Imagine you have just spent eight years and many million dollars developing a library of code centered around the Cell architecture. Would you be very happy to hear you need to throw it away?
Imagine you have spent eight years hiring people, and your focus has been to include people who deeply understand the "supercomputer on a chip" design that Cell offered, which is most powerful when developers focus on the chip as a master processor with collection of slave processors, and now find that all those employees must go back to the x86 model. Would you be happy to hear that those employees will no longer be necessary?
The parallel architecture is a little more tricky to develop for, but considering all the supercomputers built out of old PS3s it should make you think. Building parallel algorithms where the work is partitioned across processors takes a lot more of the science aspect of programming, but the result is that you are trading serial time for parallel time and can potentially do significantly more work in the same wall-clock time.
Why would you throw away such a library? There is still good money to be made from PS3 ports of new games, just like there was of PS2/Wii ports of 360/PS3 games.

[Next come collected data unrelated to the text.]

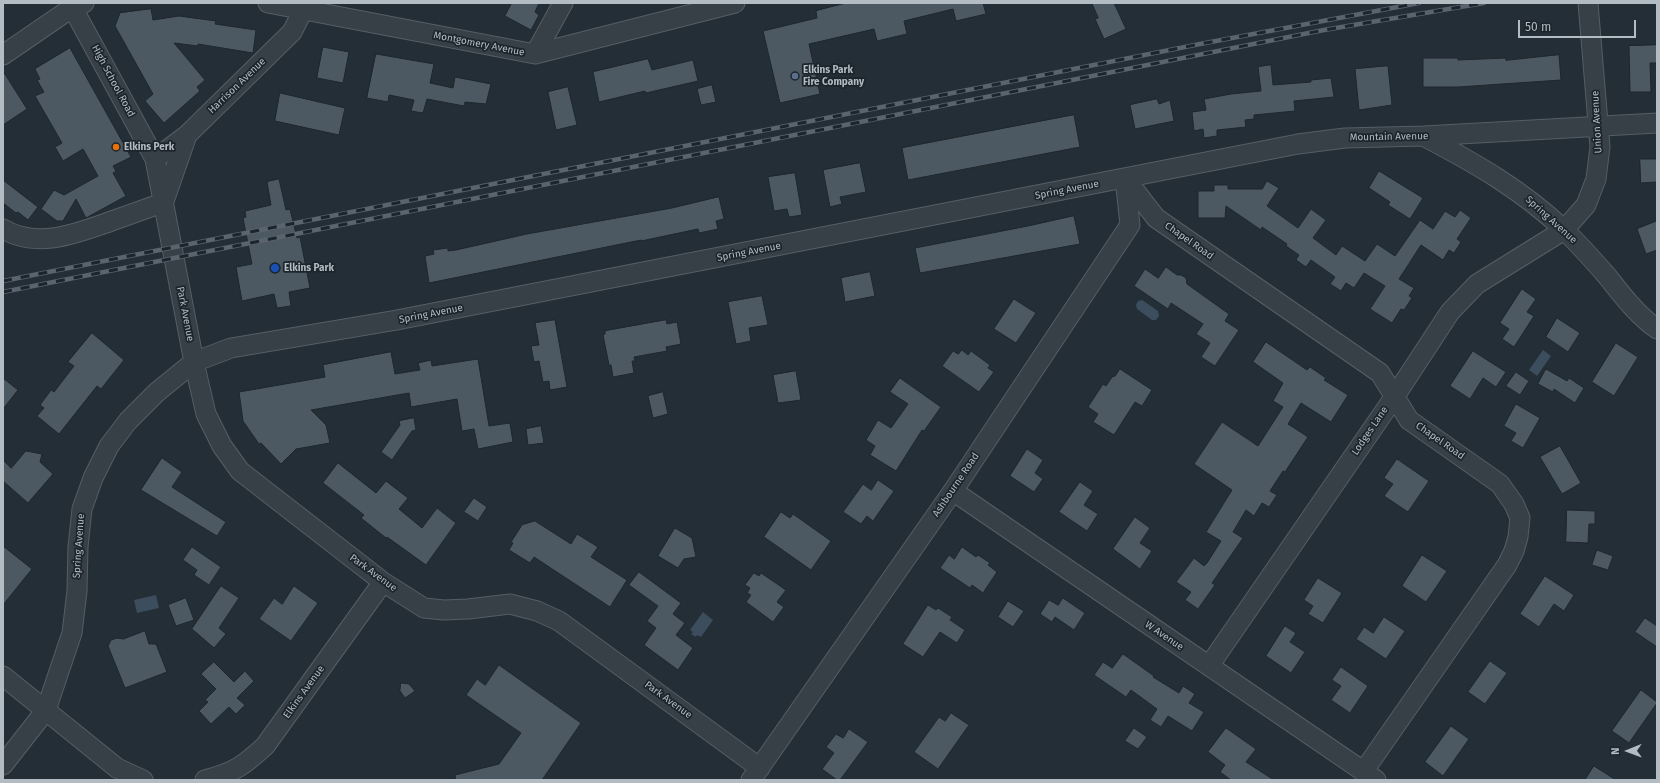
<!DOCTYPE html>
<style>
body{margin:0}
#map{position:relative;width:1660px;height:783px;overflow:hidden;background:#242e37;font-family:"Fira Sans",sans-serif}
canvas{display:block}
.frame{position:absolute;inset:0;border:4px solid #b3bbc3;pointer-events:none}
.north{position:absolute;left:1608px;top:731px;width:40px;height:40px;-webkit-text-stroke:3px #1d252c;paint-order:stroke;rotate:269deg;font-size:11px;font-weight:700;line-height:16px;text-align:center;color:#b3bbc3}
.north::after{content:'';display:block;margin:auto;width:14px;height:18px;background:#b3bbc3;clip-path:polygon(50% 0,100% 100%,50% 72%,0 100%)}
.scale{position:absolute;left:1518px;top:20px;width:118px;height:18px;box-sizing:border-box;border:2px solid #b3bbc3;border-top:0;padding-left:5px;font-size:12px;line-height:14px;white-space:nowrap;color:#b3bbc3;-webkit-text-stroke:3px #1d252c;paint-order:stroke}
</style>
<div id="map">
<canvas width="1660" height="783"></canvas>
<div class="frame"></div>
<div class="north">N</div>
<div class="scale">50 m</div>
</div>
<script>
const ctx = document.querySelector('canvas').getContext('2d');
ctx.lineJoin = 'round';
function paint(path, color) { ctx.fillStyle = color; ctx.fill(path, 'evenodd'); }
function trace(path, color, width, dash) { ctx.strokeStyle = color; ctx.lineWidth = width; ctx.lineCap = dash ? 'butt' : 'round'; ctx.setLineDash(dash || []); ctx.stroke(path); }
function label(font, color, halo, rows, align = 'center') {
  ctx.font = font + ' "Fira Sans",sans-serif'; ctx.lineWidth = 3.5; ctx.setLineDash([]); ctx.textBaseline = 'middle'; ctx.strokeStyle = halo; ctx.fillStyle = color; for (const [text, x, y, turn = 0] of rows) {
    ctx.save(); ctx.translate(x, y); ctx.rotate((+turn || 0) * Math.PI / 180); ctx.textAlign = isNaN(turn) ? turn : align; if (halo) ctx.strokeText(text, 0, 0); ctx.fillText(text, 0, 0); ctx.restore();
  }
}
paint(new Path2D(`
 M1142,300L1158,311L1159,316L1156,320H1152L1137,309L1136,305L1138,301Z
 M1543,350L1551,356L1537,376L1529,370Z
 M156,595L159,608L137,613L134,600Z
 M703,612L713,620L701,637L697,635L696,637L691,634L693,632L690,630Z`), '#3c4d5e');
const building = new Path2D(`
 M512,3H539L535,12L539,15L531,30L505,16Z
 M846,3H983L986,14L956,21L953,9L904,21L907,34L877,41L874,29L809,44L820,94L780,103L763,31L817,18L816,11Z
 M1092,3H1114L1126,29L1104,39L1095,19L1098,18Z
 M151,9L153,20L179,16L216,21L215,24L256,30L253,53L198,44V46L174,43L205,80L197,87L200,91L164,123L145,101L153,94L115,26L120,13Z
 M1657,45V63H1650L1651,92H1630L1629,46Z
 M323,47L349,52L343,83L317,78Z
 M70,48L131,157L113,166L116,171L113,173L126,196L86,218L76,199L63,221H57L41,209L54,190L64,195L98,176L83,149L63,161L55,147L62,143L35,96L44,92L37,80L40,79L35,69Z
 M376,54L434,64L430,83L453,88L455,77L491,84L486,104L465,102L464,106L427,99L423,113L411,111L414,100L389,95L388,102L367,98Z
 M1559,55L1561,80L1458,87H1423V58H1458V60L1506,58V60Z
 M648,59L652,70L693,60L698,81L646,93L645,91L599,102L593,72Z
 M1271,65L1273,85L1311,82V80L1331,78L1334,97L1294,101L1295,111L1254,115V119L1245,120L1246,127L1217,130V136L1204,138L1203,129L1194,131L1192,112L1206,110L1204,99L1231,94L1261,91L1258,67Z
 M1388,66L1392,105L1359,110L1355,69Z
 M3,71L27,109L3,125Z
 M712,85L716,102L701,105L697,89Z
 M568,87L577,125L556,130L548,92Z
 M280,93L345,108L339,135L275,121Z
 M1157,99L1159,104L1170,100L1174,121L1135,129L1130,105Z
 M1074,115L1080,147L908,180L902,148Z
 M1640,159H1657V182L1641,183Z
 M860,163L866,192L840,197L842,204L830,207L823,170Z
 M1379,171L1423,198L1410,219L1388,205L1390,202L1369,188Z
 M795,173L802,215L789,217L787,209L774,211L768,177Z
 M279,179L286,210L290,209L297,238L300,237L310,288L289,292L291,306L277,308L274,294L242,301L236,267L252,264L243,218L246,217L245,211L271,205L267,182Z
 M3,180L38,207L28,220L18,212L16,213L3,203Z
 M1267,181L1279,188L1267,206L1298,228L1311,209L1326,220L1313,238L1336,255L1342,246L1365,261L1377,244L1395,256L1420,220L1433,229L1445,211L1455,217L1460,210L1471,218L1457,239L1461,242L1454,253L1449,250L1443,260L1421,245L1399,279L1414,288L1409,296L1412,298L1404,310L1401,309L1392,323L1370,309L1385,286L1364,273L1354,288L1346,283L1341,291L1330,284L1335,277L1311,260L1306,267L1296,260L1299,255L1286,246L1287,244L1262,227L1261,230L1226,206L1225,218H1198V191H1214V185H1228V189H1262Z
 M719,197L724,219L716,221L718,229L699,233L698,229L641,241V240L429,283L425,256L434,254L433,250L448,248V251L456,250L527,234L672,208Z
 M1074,216L1080,244L920,273L915,248L1028,226Z
 M1657,221V250L1646,254L1637,229Z
 M1166,267L1177,275H1181L1186,278L1187,284L1229,314L1225,321L1239,330L1215,366L1201,357L1210,343L1196,334L1203,324L1171,303L1168,309L1134,286L1145,269L1158,278Z
 M870,272L875,296L845,302L841,278Z
 M1522,289L1536,299L1527,312L1534,316L1514,347L1502,339L1509,329L1500,323Z
 M762,296L768,325L749,328L751,341L736,344L728,302Z
 M1014,299L1036,313L1016,343L994,329Z
 M1557,318L1580,333L1568,352L1546,337Z
 M555,320L567,387L550,390L549,381L543,382L539,361L534,362L531,346L539,345L535,323Z
 M666,320L667,324L677,322L681,344L666,347L667,351L634,357L635,361H632L634,373L613,377L611,365H609L603,335L605,334V331Z
 M92,333L124,360L101,389L97,386L59,434L37,416L44,408L40,405L51,390L54,392L74,366L68,362Z
 M1266,342L1307,370L1310,367L1326,378L1324,380L1348,395L1331,422L1301,403L1288,424L1308,437L1285,472L1283,471L1270,491L1277,495L1269,507L1262,503L1254,516L1246,510L1233,532L1243,538L1212,583L1215,585L1198,609L1185,600L1191,592L1176,582L1194,558L1204,566L1207,563L1221,541L1206,532L1232,490L1194,464L1222,422L1258,446L1283,407L1273,401L1283,383L1253,362Z
 M1616,343L1638,357L1614,396L1592,382Z
 M962,350L968,355L971,351L990,365L988,368L994,372L979,392L942,366L953,351L958,354Z
 M1473,351L1506,372L1496,387L1483,378L1470,399L1450,386Z
 M391,352L395,374L420,370L418,363L431,360L432,366L478,359L489,426L510,423L513,442L478,449L474,429L462,431L457,399L411,407L409,393L311,410L326,425L330,443L296,449L281,464L261,443L259,444L243,421L239,392L325,377L323,365Z
 M1120,369L1152,390L1142,406L1135,402L1114,435L1093,422L1098,414L1088,407L1103,384L1106,386L1112,377L1115,376Z
 M1546,369L1567,381L1569,378L1584,388L1575,403L1554,389L1553,392L1538,384Z
 M796,371L801,400L778,403L773,375Z
 M1516,372L1529,381L1520,395L1506,386Z
 M3,378L18,390L3,409Z
 M900,378L941,407L924,431L922,430L896,471L870,455L875,446L866,440L878,420L891,428L908,404L890,392Z
 M663,392L668,414L653,418L648,396Z
 M1516,404L1540,418L1523,448L1511,441L1516,433L1504,426Z
 M414,418L416,430L412,431L392,460L381,452L400,425L399,421Z
 M541,426L544,443L528,445L526,429Z
 M1560,446L1581,483L1562,494L1540,457Z
 M1027,449L1043,460L1035,473L1043,479L1034,492L1010,476Z
 M26,451L42,454L40,462L53,474L28,503L3,481V460L11,468Z
 M162,458L182,472L172,487L226,522L217,536L141,490Z
 M1397,459L1429,481L1408,512L1384,496L1393,484L1384,478Z
 M338,463L376,493L386,481L408,498L399,509L422,528L437,508L456,523L426,565L387,537L386,538L361,518L364,515L323,483Z
 M878,480L894,491L873,521L867,516L861,524L843,512L863,484L871,490Z
 M1080,482L1093,491L1084,505L1098,514L1087,531L1059,512Z
 M474,498L487,507L478,521L464,512Z
 M1567,510L1595,511V524H1589L1588,543L1566,542Z
 M781,512L790,518L793,514L831,541L811,570L764,537Z
 M1135,517L1150,528L1140,543L1152,551L1140,569L1113,549Z
 M535,521L571,544L577,534L598,547L591,557L627,580L610,607L534,557L530,563L509,550L513,543L511,542L522,525Z
 M675,528L692,538L696,557L684,559L678,568L658,556Z
 M3,546L32,569L3,605Z
 M192,547L221,567L209,585L194,575L197,570L183,560Z
 M962,547L976,557L978,555L990,563L988,565L997,572L983,593L972,585L970,588L940,568L949,555L954,559Z
 M1597,550L1613,556L1608,570L1592,565Z
 M1422,555L1447,571L1426,602L1402,586Z
 M639,572L681,603L673,614L685,623L676,635L693,648L678,670L644,645L656,628L647,621L658,606L629,585Z
 M754,573L759,576L761,573L786,590L777,602L784,607L773,622L746,602L751,595L747,593L750,588L745,585Z
 M1545,576L1574,595L1564,611L1554,604L1539,627L1520,614Z
 M1318,578L1342,593L1323,623L1308,614L1313,606L1304,600Z
 M221,586L239,598L219,628L226,634L214,648L192,629Z
 M294,586L318,603L291,641L259,619L274,598L282,604Z
 M186,598L194,620L176,626L168,605Z
 M1063,598L1085,613L1074,630L1055,617L1052,622L1040,614L1049,600L1058,605Z
 M1008,601L1024,611L1013,627L998,617Z
 M928,605L936,610L938,608L952,617L950,620L965,630L957,643L940,632L923,657L903,644Z
 M1384,617L1405,631L1386,659L1356,639L1364,627L1373,633Z
 M1645,618L1657,626V647L1635,632Z
 M1285,626L1296,633L1290,642L1305,652L1291,673L1266,656Z
 M145,631L149,644H156L167,672L125,688L108,646L111,640L117,638L123,639Z
 M1123,654L1154,676L1153,677L1179,693L1183,686L1195,694L1189,703L1204,712L1192,731L1168,716L1161,727L1150,720L1157,709L1131,690L1126,697L1094,675L1103,662L1112,668Z
 M1490,661L1507,673L1485,704L1468,692Z
 M214,662L234,682L245,671L254,681L237,698L245,705L236,714L229,707L211,724L199,711L208,702L205,700L216,689L201,674Z
 M499,665L581,723L542,780H456L455,775L499,764L521,733L466,695L477,679L485,685Z
 M1341,667L1368,686L1350,713L1331,700L1341,686L1332,680Z
 M401,683L409,684L415,691L405,698L400,691Z
 M1641,690L1657,702V703L1629,743L1612,731Z
 M951,713L969,725L938,769L914,752L939,717L945,721Z
 M1451,726L1469,739L1443,776L1425,762Z
 M1134,728L1147,737L1138,749L1125,741Z
 M1226,728L1256,749L1246,762L1274,780H1231L1220,772L1225,765L1208,752Z
 M849,729L868,742L840,780H837L822,769L834,753L826,747L836,734L843,738Z
 M1594,766L1616,780H1585Z`);
paint(building, '#4d5962');
trace(building, '#1f272e', 1);
const street = new Path2D(`
 M70,3L155,159L194,362L206,414L222,446L240,471L383,582L424,608L444,610L468,609L510,604L537,611L559,621L760,768
 M268,3L535,54L735,3
 M535,54L563,3
 M3,55L73,7L84,3
 M1425,137C1475,163 1522,190 1563,229C1579,244 1593,260 1607,276C1622,295 1637,315 1657,329
 M155,159L187,135L292,32L307,3
 M1125,178L1156,218L1380,373L1409,420L1500,484L1514,504L1520,518L1518,537L1514,551L1507,565L1363,772
 M164,201L187,135
 M3,229C37,249 75,234 109,222C128,215 146,209 164,202
 M953,491L1376,780
 M1209,666L1395,396L1450,312L1477,284L1564,230L1586,205L1596,179L1600,147L1588,3
 M3,676L117,768L143,780
 M3,765L46,710L72,633L77,591L78,547L82,509L93,478L109,446L128,421L157,392L194,362L231,348L397,320L1298,144L1345,138L1424,136L1657,123
 M205,780C235,772 243,766 265,746L383,582
 M751,780L953,491L1130,225L1125,178`);
trace(street, '#565e65', 21);
trace(street, '#384047', 19);
const rail = new Path2D(`
 M3,281L1200,44L1419,3
 M3,292L1324,30L1484,3`);
trace(rail, '#5a646e', 4.5);
trace(rail, '#1d252c', 3, [9]);
for (const [x, y, r, color] of [
 [795,76,4,"#5c6f8a"],
 [116,147,4,"#e8710a"],
 [275,268,5,"#1a4fb4"]
]) { const dot = new Path2D(); dot.arc(x, y, r, 0, 2 * Math.PI); ctx.fillStyle = color; ctx.fill(dot); trace(dot, '#1d252c', 1.5); }
label('10px', '#b3bbc3', '#1d252c', [
 ["Montgomery Avenue",479,44,11],
 ["High School Road",113,81,62],
 ["Harrison Avenue",237,86,-44],
 ["Union Avenue",1597,122,-93],
 ["Mountain Avenue",1389,137,-1],
 ["Spring Avenue",1067,190,-11],
 ["Spring Avenue",1551,220,42],
 ["Chapel Road",1189,241,35],
 ["Spring Avenue",749,252,-11],
 ["Park Avenue",185,314,79],
 ["Spring Avenue",431,314,-11],
 ["Lodges Lane",1370,431,-56],
 ["Chapel Road",1440,441,35],
 ["Ashbourne Road",956,485,-56],
 ["Spring Avenue",79,546,-86],
 ["Park Avenue",373,573,36],
 ["W Avenue",1164,636,34],
 ["Elkins Avenue",304,692,-54],
 ["Park Avenue",668,700,36]
]);
label('bold 10px', '#b3bbc3', '#1d252c', [
 ["Elkins Park",803,70],
 ["Fire Company",803,82],
 ["Elkins Perk",124,147],
 ["Elkins Park",284,268]
], 'left');
</script>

If I had a large number of employees who understand how to write PS3 games very well, the transition to x86 is not a catastrophe. The primary change that occurred with the PS3 was it forced people without multicore processing experience to learn it. The new processors are not going back to a single-core model, so the primary skills that those PS3 developers learned are still relevant.
If I were smart, I wouldn't get rid of the existing engineers at such a company. I would spend some extra time and money to get them up to speed on x86-64, just like that spent to get them experienced on the PS3. Also, after 8 years of working together, these people will have become a well-oiled machine of teamwork, and that is just as important as their technical abilities.
If the hypothetical library is written entirely in assembly, then yes, I would be bummed (for various other reasons as well - why is it entirely assembly in the first place?!). But if the majority of the library was written in C or C++ with some small sections in assembly, then I would not be bummed.